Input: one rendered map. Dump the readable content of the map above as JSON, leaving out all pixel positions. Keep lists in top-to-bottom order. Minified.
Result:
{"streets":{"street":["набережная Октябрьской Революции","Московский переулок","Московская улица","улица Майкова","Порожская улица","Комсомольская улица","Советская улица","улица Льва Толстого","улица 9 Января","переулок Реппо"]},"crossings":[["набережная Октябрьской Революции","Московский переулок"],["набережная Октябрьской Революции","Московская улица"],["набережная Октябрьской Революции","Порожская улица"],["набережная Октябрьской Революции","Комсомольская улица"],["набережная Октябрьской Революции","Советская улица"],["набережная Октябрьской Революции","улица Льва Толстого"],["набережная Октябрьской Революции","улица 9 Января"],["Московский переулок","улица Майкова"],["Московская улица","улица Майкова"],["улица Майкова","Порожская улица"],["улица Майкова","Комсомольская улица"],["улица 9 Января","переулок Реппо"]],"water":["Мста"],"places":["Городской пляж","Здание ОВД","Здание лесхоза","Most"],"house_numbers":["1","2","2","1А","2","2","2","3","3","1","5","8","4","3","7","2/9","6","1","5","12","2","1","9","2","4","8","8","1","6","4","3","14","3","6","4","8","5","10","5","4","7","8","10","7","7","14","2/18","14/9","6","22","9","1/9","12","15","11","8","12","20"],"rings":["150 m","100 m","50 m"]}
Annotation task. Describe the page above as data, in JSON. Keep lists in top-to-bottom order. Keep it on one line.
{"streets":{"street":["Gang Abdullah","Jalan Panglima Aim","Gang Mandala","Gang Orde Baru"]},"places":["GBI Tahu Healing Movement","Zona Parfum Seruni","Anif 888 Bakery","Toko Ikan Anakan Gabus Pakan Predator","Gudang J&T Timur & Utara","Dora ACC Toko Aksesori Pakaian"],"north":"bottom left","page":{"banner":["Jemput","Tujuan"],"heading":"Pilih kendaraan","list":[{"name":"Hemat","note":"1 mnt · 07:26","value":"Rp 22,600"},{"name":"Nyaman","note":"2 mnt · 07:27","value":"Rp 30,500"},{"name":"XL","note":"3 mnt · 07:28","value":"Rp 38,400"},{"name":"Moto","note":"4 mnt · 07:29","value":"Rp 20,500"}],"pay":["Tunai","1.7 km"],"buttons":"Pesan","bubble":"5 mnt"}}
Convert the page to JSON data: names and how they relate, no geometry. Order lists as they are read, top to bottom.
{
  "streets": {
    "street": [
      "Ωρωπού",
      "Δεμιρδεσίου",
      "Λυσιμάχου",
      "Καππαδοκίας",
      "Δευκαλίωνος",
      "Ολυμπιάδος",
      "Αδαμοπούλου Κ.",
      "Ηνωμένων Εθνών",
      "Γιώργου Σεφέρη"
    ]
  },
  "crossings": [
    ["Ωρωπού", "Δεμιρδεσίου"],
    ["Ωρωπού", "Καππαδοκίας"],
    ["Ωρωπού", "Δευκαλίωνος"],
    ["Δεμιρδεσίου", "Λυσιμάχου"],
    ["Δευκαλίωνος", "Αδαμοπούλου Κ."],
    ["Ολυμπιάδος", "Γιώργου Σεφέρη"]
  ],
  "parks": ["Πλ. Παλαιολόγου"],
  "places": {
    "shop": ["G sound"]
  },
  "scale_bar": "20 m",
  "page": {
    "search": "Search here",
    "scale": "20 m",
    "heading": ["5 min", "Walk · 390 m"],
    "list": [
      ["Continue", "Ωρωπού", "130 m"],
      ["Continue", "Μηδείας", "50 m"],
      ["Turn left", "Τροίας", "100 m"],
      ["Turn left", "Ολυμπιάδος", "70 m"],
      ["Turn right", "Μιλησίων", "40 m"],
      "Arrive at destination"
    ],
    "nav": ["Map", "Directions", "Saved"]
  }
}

····················

All the entries must be retyped exactly.

▸ ANSWER FOR THIS EXERCISE:
Input: one rendered map. Dump the readable content of the map above as JSON, leaving out all pixel positions. Keep lists in top-to-bottom order. Minified.
Result:
{"streets":{"street":["набережная Октябрьской Революции","Московский переулок","Московская улица","улица Майкова","Порожская улица","Комсомольская улица","Советская улица","улица Льва Толстого","улица 9 Января","переулок Реппо"]},"crossings":[["набережная Октябрьской Революции","Московский переулок"],["набережная Октябрьской Революции","Московская улица"],["набережная Октябрьской Революции","Порожская улица"],["набережная Октябрьской Революции","Комсомольская улица"],["набережная Октябрьской Революции","Советская улица"],["набережная Октябрьской Революции","улица Льва Толстого"],["набережная Октябрьской Революции","улица 9 Января"],["Московский переулок","улица Майкова"],["Московская улица","улица Майкова"],["улица Майкова","Порожская улица"],["улица Майкова","Комсомольская улица"],["улица 9 Января","переулок Реппо"]],"water":["Мста"],"places":["Городской пляж","Здание ОВД","Здание лесхоза","Most"],"house_numbers":["1","2","2","1А","2","2","2","3","3","1","5","8","4","3","7","2/9","6","1","5","12","2","1","9","2","4","8","8","1","6","4","3","14","3","6","4","8","5","10","5","4","7","8","10","7","7","14","2/18","14/9","6","22","9","1/9","12","15","11","8","12","20"],"rings":["150 m","100 m","50 m"]}
Annotation task. Describe the page above as data, in JSON. Keep lists in top-to-bottom order. Keep it on one line.
{"streets":{"street":["Gang Abdullah","Jalan Panglima Aim","Gang Mandala","Gang Orde Baru"]},"places":["GBI Tahu Healing Movement","Zona Parfum Seruni","Anif 888 Bakery","Toko Ikan Anakan Gabus Pakan Predator","Gudang J&T Timur & Utara","Dora ACC Toko Aksesori Pakaian"],"north":"bottom left","page":{"banner":["Jemput","Tujuan"],"heading":"Pilih kendaraan","list":[{"name":"Hemat","note":"1 mnt · 07:26","value":"Rp 22,600"},{"name":"Nyaman","note":"2 mnt · 07:27","value":"Rp 30,500"},{"name":"XL","note":"3 mnt · 07:28","value":"Rp 38,400"},{"name":"Moto","note":"4 mnt · 07:29","value":"Rp 20,500"}],"pay":["Tunai","1.7 km"],"buttons":"Pesan","bubble":"5 mnt"}}
Convert the page to JSON data: names and how they relate, no geometry. Order lists as they are read, top to bottom.
{
  "streets": {
    "street": [
      "Ωρωπού",
      "Δεμιρδεσίου",
      "Λυσιμάχου",
      "Καππαδοκίας",
      "Δευκαλίωνος",
      "Ολυμπιάδος",
      "Αδαμοπούλου Κ.",
      "Ηνωμένων Εθνών",
      "Γιώργου Σεφέρη"
    ]
  },
  "crossings": [
    ["Ωρωπού", "Δεμιρδεσίου"],
    ["Ωρωπού", "Καππαδοκίας"],
    ["Ωρωπού", "Δευκαλίωνος"],
    ["Δεμιρδεσίου", "Λυσιμάχου"],
    ["Δευκαλίωνος", "Αδαμοπούλου Κ."],
    ["Ολυμπιάδος", "Γιώργου Σεφέρη"]
  ],
  "parks": ["Πλ. Παλαιολόγου"],
  "places": {
    "shop": ["G sound"]
  },
  "scale_bar": "20 m",
  "page": {
    "search": "Search here",
    "scale": "20 m",
    "heading": ["5 min", "Walk · 390 m"],
    "list": [
      ["Continue", "Ωρωπού", "130 m"],
      ["Continue", "Μηδείας", "50 m"],
      ["Turn left", "Τροίας", "100 m"],
      ["Turn left", "Ολυμπιάδος", "70 m"],
      ["Turn right", "Μιλησίων", "40 m"],
      "Arrive at destination"
    ],
    "nav": ["Map", "Directions", "Saved"]
  }
}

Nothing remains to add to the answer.